Using the listing that follows, filter out every line lacking the string "Терешковой" and return the rest.

_Available records_:
────────────────────────────────────────

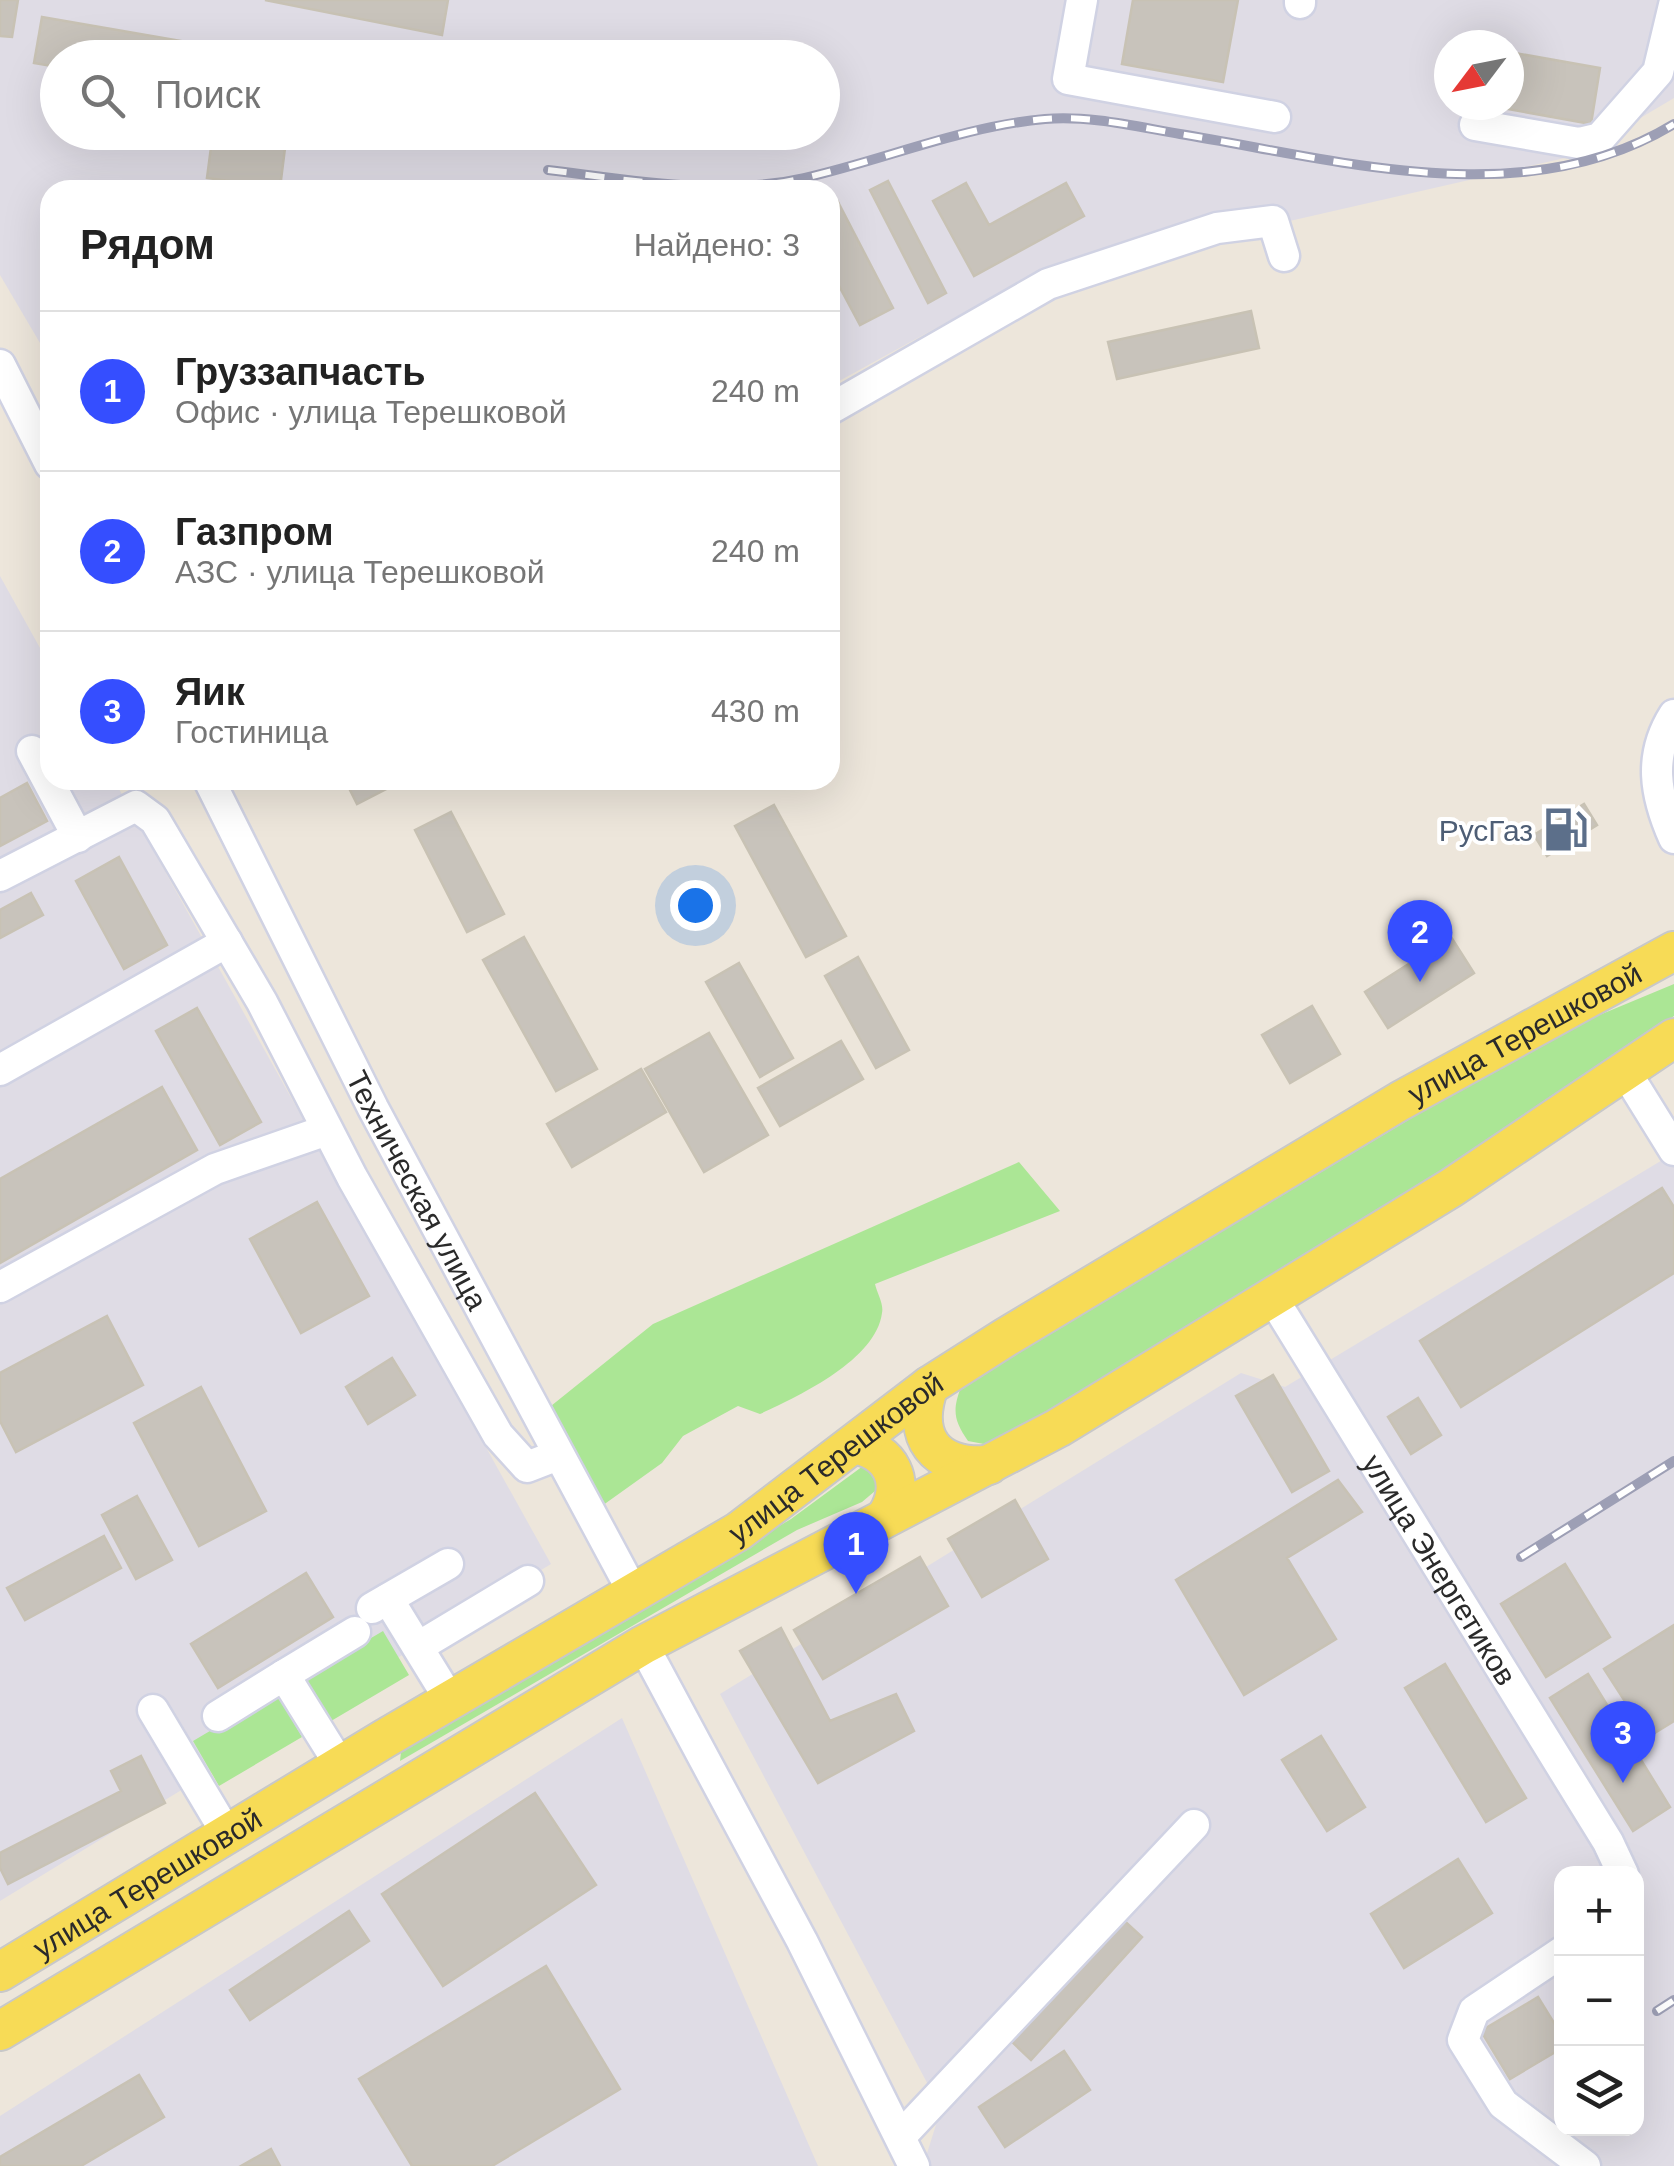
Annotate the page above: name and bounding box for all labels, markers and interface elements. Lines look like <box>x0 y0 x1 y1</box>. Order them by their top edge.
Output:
north arrow <box>1434 30 1524 120</box>
search box <box>40 40 840 150</box>
icon: search <box>75 68 130 123</box>
text: Поиск <box>155 74 260 116</box>
text: Рядом <box>80 221 215 268</box>
text: Найдено: 3 <box>634 227 800 263</box>
text: Груззапчасть <box>175 351 426 393</box>
text: 1 <box>104 373 121 409</box>
text: 240 m <box>711 373 800 409</box>
text: Офис · улица Терешковой <box>175 394 567 430</box>
text: Газпром <box>175 511 334 553</box>
text: 2 <box>104 533 121 569</box>
text: 240 m <box>711 533 800 569</box>
text: АЗС · улица Терешковой <box>175 554 545 590</box>
text: Яик <box>175 671 245 713</box>
text: 3 <box>104 693 121 729</box>
text: 430 m <box>711 693 800 729</box>
text: Гостиница <box>175 714 328 750</box>
fuel station icon: РусГаз <box>1542 806 1590 854</box>
place label: РусГаз <box>1439 814 1533 847</box>
your location <box>670 880 721 931</box>
pin: 2 <box>1388 900 1452 982</box>
street label: улица Терешковой <box>1402 956 1647 1110</box>
street label: Техническая улица <box>340 1065 495 1315</box>
street label: улица Терешковой <box>723 1365 949 1550</box>
street label: улица Энергетиков <box>1356 1448 1524 1691</box>
pin: 1 <box>824 1512 888 1594</box>
pin: 3 <box>1590 1700 1656 1783</box>
street label: улица Терешковой <box>27 1801 267 1965</box>
map controls <box>1554 1866 1644 2136</box>
button: + <box>1554 1866 1644 1956</box>
button: − <box>1554 1956 1644 2046</box>
button: layers <box>1554 2046 1644 2136</box>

────────────────────────────────────────

_Finished task_:
text: Офис · улица Терешковой <box>175 394 567 430</box>
text: АЗС · улица Терешковой <box>175 554 545 590</box>
street label: улица Терешковой <box>1402 956 1647 1110</box>
street label: улица Терешковой <box>723 1365 949 1550</box>
street label: улица Терешковой <box>27 1801 267 1965</box>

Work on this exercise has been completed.